055 – Visita ao Mercado Central de São Tomé

É quase meio-dia. Vou agora conhecer o mercado, e aproveito para comprar uma jaca. Depois apanharei um táxi-partilhado (eu, a bicicleta e a jaca) até ao hotel.
À direita é a praça de táxis, à esquerda é o mercado.

A bicicleta fica presa neste poste, com o cadeado. Vejo é que o selim já está a dar o berro. É de gel, muito suave – não é o original da bicicleta, é outro que eu comprei para fazer esta viagem. Os miúdos acham-lhe muita graça e apalpam-no. Aqueles dedinhos inquisitórios não devem ajudar à festa. Cada viagem que faço, estraga-se um selim. No ano passado foi em Timor, também foi um selim ao ar. E agora vai ser este. Estes selins de gel são muito suaves, bons para viagens longas, mas estragam-se facilmente. Bom, mas as minhas partes pudibundas agradecem. É unissexo, este selim. Aquele buraco ao meio é para as partes pudibundas masculinas.

Comecei a perguntar os nomes às pessoas. Atenção – deixo a nota – de que não é fácil fotografar abertamente no mercado. Os vendedores não gostam. No primeiro dia, quando cheguei e quis fotografar as bananas, recusaram-me. Entretanto, hoje já é o sexto dia em que estou na ilha de São Tomé, nesta viagem tão particular, de bicicleta, em que passo por toda a gente, e cumprimento sempre.

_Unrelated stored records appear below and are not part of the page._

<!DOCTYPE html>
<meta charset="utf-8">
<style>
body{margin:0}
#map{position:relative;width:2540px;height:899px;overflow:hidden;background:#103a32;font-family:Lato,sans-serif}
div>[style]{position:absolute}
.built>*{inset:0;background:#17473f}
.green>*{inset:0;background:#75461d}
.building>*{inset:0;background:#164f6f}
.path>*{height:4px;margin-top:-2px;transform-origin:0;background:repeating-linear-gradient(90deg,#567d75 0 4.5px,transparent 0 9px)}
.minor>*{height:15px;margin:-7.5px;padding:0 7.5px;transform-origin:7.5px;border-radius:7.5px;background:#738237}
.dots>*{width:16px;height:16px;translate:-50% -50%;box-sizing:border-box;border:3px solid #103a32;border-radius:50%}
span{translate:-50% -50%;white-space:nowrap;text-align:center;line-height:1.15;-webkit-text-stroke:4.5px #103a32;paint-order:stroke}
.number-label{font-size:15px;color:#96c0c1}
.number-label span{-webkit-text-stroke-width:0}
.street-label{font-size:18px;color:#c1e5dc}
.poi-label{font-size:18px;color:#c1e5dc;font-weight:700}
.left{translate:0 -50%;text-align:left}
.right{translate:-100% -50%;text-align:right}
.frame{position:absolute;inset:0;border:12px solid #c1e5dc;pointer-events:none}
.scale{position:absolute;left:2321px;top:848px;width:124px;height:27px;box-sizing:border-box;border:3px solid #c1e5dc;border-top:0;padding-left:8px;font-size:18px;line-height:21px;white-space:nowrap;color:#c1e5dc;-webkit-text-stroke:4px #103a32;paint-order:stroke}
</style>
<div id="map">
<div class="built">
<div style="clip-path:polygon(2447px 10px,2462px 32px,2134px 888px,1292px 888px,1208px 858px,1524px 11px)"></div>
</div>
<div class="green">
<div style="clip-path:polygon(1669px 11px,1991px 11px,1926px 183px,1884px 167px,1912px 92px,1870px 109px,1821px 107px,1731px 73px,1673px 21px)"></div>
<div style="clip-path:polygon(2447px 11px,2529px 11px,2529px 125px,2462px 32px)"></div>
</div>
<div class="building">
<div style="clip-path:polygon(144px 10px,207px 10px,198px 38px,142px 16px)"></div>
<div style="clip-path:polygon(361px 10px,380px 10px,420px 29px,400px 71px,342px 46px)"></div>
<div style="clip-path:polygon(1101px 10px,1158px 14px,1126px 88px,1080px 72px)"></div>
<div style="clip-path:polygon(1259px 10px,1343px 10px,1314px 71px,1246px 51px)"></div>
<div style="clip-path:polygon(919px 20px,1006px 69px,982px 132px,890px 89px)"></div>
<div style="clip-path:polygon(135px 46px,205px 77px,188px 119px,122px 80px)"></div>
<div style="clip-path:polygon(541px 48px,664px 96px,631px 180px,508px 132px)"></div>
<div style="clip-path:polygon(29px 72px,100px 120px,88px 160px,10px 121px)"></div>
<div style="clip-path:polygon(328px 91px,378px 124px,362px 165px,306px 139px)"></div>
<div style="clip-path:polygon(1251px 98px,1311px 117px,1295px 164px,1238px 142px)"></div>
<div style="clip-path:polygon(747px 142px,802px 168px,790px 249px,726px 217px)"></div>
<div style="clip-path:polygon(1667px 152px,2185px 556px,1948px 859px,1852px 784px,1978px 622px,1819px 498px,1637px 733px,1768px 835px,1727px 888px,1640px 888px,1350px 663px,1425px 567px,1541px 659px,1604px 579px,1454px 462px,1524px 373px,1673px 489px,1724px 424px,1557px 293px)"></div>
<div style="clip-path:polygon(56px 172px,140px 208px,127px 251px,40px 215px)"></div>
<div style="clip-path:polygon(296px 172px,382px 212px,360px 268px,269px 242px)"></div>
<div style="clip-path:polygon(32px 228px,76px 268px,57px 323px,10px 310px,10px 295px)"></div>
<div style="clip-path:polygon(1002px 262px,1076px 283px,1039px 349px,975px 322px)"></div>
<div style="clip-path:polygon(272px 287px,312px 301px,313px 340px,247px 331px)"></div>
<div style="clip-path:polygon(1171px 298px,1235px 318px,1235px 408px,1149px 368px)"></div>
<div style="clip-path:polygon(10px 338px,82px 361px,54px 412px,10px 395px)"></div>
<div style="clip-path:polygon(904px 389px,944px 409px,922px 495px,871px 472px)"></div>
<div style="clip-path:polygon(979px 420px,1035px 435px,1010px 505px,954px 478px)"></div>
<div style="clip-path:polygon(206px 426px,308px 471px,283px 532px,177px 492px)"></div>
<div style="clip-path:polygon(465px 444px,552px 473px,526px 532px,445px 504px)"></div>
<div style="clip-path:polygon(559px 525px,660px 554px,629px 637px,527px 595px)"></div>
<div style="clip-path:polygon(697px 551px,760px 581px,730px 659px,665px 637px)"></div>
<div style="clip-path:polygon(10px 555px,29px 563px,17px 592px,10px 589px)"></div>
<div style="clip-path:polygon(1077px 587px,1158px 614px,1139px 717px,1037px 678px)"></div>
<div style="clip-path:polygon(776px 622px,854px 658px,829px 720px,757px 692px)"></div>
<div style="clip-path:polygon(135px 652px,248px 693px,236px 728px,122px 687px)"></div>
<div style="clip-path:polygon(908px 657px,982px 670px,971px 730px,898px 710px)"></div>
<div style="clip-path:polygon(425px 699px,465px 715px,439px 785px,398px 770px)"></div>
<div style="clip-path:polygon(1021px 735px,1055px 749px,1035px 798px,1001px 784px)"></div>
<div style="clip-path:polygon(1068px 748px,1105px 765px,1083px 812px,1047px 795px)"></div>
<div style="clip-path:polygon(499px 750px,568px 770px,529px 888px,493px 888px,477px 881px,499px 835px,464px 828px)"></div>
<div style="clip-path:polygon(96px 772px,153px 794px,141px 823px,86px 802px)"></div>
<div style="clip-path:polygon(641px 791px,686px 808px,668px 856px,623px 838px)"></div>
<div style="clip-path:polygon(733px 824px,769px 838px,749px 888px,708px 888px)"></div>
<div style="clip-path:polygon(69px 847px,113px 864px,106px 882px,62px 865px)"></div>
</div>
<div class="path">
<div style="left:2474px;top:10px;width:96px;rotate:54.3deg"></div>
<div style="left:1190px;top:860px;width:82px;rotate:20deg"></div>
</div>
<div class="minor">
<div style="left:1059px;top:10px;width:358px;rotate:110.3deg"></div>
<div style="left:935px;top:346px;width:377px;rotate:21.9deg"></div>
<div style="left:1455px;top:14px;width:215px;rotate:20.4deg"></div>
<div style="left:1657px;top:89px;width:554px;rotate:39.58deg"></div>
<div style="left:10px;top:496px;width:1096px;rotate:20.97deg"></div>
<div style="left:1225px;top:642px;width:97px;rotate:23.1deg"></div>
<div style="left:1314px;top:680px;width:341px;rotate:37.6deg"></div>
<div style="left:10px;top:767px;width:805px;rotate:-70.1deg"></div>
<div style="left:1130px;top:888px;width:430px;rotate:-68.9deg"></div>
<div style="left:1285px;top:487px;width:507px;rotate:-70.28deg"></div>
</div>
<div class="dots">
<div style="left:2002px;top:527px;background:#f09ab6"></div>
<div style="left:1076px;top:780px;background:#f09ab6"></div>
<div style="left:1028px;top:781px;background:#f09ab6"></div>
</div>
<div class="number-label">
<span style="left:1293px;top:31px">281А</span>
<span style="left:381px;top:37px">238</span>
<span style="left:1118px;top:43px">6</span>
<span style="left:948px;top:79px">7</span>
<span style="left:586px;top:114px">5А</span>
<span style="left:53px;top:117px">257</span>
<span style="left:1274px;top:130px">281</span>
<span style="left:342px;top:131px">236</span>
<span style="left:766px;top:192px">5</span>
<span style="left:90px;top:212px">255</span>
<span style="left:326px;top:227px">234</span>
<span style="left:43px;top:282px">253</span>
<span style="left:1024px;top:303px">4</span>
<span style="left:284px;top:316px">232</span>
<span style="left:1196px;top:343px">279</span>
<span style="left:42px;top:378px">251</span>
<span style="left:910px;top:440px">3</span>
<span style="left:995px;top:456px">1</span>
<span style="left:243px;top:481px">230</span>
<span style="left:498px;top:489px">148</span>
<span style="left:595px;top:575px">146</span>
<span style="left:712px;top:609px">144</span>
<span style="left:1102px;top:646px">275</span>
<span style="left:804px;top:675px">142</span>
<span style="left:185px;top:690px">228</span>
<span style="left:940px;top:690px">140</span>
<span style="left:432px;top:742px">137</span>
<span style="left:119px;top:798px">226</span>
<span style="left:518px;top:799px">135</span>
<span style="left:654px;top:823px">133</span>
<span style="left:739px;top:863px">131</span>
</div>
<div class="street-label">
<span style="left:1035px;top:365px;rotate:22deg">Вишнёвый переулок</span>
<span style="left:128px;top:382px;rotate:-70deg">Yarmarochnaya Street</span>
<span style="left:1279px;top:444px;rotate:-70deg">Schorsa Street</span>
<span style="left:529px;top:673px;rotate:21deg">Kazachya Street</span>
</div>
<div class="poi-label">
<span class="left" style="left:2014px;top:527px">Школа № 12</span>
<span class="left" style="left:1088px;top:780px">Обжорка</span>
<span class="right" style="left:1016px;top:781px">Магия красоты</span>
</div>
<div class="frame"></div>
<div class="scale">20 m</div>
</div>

Já todos começam a conhecer-me. E deixaram-me fotografar, e eu comecei a anotar alguns nomes inclusivamente. Também me fazem perguntas, nomeadamente de onde sou. De Lisboa!, respondo.
Esta vendedora de peixe chama-se Idalita Manuel, e tem família em Lisboa, conta-me.

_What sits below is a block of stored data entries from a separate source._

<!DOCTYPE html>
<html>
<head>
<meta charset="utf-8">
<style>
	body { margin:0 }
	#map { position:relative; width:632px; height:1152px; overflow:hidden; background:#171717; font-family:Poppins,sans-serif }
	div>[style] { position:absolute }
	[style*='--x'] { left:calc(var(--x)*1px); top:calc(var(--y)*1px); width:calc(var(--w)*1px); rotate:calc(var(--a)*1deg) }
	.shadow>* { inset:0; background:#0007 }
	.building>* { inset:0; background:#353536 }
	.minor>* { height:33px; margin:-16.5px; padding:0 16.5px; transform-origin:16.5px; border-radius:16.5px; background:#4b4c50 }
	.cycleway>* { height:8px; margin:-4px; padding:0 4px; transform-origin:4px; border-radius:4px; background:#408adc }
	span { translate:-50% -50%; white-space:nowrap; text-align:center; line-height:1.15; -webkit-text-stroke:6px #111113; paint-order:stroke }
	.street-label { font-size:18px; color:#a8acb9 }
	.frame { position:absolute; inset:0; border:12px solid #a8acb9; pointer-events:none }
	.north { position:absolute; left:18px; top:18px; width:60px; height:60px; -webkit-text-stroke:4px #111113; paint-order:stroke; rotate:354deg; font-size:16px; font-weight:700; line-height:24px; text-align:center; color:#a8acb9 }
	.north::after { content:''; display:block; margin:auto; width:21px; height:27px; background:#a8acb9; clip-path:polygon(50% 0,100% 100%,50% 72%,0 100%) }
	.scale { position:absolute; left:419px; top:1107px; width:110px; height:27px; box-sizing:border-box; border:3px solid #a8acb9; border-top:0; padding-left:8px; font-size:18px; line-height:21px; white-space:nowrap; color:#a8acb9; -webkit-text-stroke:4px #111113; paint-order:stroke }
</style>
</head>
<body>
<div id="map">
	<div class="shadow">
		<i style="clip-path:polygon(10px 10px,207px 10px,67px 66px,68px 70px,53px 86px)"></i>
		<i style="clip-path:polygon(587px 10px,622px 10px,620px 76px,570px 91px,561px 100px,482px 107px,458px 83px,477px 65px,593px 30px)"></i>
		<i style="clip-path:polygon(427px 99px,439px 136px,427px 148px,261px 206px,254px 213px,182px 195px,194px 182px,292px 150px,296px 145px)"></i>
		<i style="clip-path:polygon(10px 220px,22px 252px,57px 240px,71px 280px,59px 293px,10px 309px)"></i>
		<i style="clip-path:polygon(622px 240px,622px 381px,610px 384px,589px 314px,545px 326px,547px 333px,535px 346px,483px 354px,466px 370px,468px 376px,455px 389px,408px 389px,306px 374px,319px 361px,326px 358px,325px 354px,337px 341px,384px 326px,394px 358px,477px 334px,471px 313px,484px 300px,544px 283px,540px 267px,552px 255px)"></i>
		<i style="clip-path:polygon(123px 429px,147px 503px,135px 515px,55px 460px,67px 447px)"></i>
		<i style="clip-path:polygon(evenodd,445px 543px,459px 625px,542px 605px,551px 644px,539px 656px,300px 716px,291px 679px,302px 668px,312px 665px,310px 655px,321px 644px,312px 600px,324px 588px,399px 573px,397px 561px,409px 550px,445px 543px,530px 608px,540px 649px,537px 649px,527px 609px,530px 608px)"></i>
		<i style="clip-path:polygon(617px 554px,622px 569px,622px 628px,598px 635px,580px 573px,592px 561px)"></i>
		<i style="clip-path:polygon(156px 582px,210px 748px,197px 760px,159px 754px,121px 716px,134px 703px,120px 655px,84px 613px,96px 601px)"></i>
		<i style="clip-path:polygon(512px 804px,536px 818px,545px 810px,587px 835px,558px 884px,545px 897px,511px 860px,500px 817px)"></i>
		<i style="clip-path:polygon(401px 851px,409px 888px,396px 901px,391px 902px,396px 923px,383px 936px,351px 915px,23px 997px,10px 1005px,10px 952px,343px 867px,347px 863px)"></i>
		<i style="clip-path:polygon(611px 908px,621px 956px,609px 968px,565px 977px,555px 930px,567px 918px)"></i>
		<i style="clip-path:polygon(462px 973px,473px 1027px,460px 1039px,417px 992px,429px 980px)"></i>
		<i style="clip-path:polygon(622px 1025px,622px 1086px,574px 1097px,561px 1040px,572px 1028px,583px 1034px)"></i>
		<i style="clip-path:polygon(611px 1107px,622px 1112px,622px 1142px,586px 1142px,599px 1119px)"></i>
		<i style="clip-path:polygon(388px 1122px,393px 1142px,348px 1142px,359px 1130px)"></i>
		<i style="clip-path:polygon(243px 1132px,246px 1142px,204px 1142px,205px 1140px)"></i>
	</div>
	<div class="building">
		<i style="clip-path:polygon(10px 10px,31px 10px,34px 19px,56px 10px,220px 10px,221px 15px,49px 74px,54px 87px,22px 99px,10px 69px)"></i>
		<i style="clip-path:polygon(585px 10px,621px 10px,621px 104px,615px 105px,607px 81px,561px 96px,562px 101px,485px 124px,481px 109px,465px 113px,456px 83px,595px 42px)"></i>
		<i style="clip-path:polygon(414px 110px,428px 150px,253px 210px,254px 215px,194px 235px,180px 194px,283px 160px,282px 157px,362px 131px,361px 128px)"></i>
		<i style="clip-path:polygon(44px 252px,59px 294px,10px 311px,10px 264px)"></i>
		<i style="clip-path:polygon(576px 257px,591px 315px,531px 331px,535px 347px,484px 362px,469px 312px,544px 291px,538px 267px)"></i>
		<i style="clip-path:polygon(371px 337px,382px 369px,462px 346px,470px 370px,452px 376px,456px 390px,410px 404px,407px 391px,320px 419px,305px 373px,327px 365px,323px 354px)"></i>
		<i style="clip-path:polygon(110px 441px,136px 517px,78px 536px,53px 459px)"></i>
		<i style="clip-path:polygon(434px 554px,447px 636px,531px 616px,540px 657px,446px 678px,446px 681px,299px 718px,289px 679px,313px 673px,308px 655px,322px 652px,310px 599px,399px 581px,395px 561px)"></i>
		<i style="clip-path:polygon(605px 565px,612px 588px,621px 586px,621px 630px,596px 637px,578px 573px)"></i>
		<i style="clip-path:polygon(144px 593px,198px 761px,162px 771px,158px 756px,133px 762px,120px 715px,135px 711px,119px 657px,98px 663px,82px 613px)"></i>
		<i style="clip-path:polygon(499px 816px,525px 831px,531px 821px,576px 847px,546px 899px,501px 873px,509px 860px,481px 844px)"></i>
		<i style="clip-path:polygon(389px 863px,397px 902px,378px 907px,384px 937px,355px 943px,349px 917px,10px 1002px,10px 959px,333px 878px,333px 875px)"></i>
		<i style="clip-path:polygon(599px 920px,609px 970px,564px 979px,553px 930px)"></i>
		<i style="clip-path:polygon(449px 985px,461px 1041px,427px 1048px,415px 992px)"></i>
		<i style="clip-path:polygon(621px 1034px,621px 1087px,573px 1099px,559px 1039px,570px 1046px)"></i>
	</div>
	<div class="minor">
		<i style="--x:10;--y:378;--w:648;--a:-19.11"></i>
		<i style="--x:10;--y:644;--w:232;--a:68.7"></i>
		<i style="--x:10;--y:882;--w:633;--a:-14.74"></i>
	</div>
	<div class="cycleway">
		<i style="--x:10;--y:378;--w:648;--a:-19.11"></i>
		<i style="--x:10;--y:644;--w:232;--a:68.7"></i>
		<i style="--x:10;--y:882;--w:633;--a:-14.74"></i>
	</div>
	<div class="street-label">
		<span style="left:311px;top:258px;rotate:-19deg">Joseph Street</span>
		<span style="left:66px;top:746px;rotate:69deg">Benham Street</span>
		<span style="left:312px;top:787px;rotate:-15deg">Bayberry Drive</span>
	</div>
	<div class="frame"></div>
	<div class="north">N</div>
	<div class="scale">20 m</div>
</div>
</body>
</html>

Aqui temos a Feliciana Ramos, que vende legumes. Tem família em Coimbra. Mora em Santo António. Eu tentei lembrar-me onde fica Santo António, no mapa. Perguntei se é perto de Madalena; a Feliciana soltou uma gargalhada e disse que é na outra direção. Estou mesmo perdida. Mas eu estou a confundir com a povoação António Soares, por onde já passei a caminho da Roça Boa Entrada (na zona de Madalena).

Aqui é uma vendedora de carvão, e no meio da azáfama e das conversas entre as três, não registei o seu nome, nem das pessoas a seguir. Começa a ser muito animado, muita algazarra, em breve chamar-me-ão mesmo para tirar fotos, e eu já não consigo dar conta do recado e anotar os nomes de toda a gente.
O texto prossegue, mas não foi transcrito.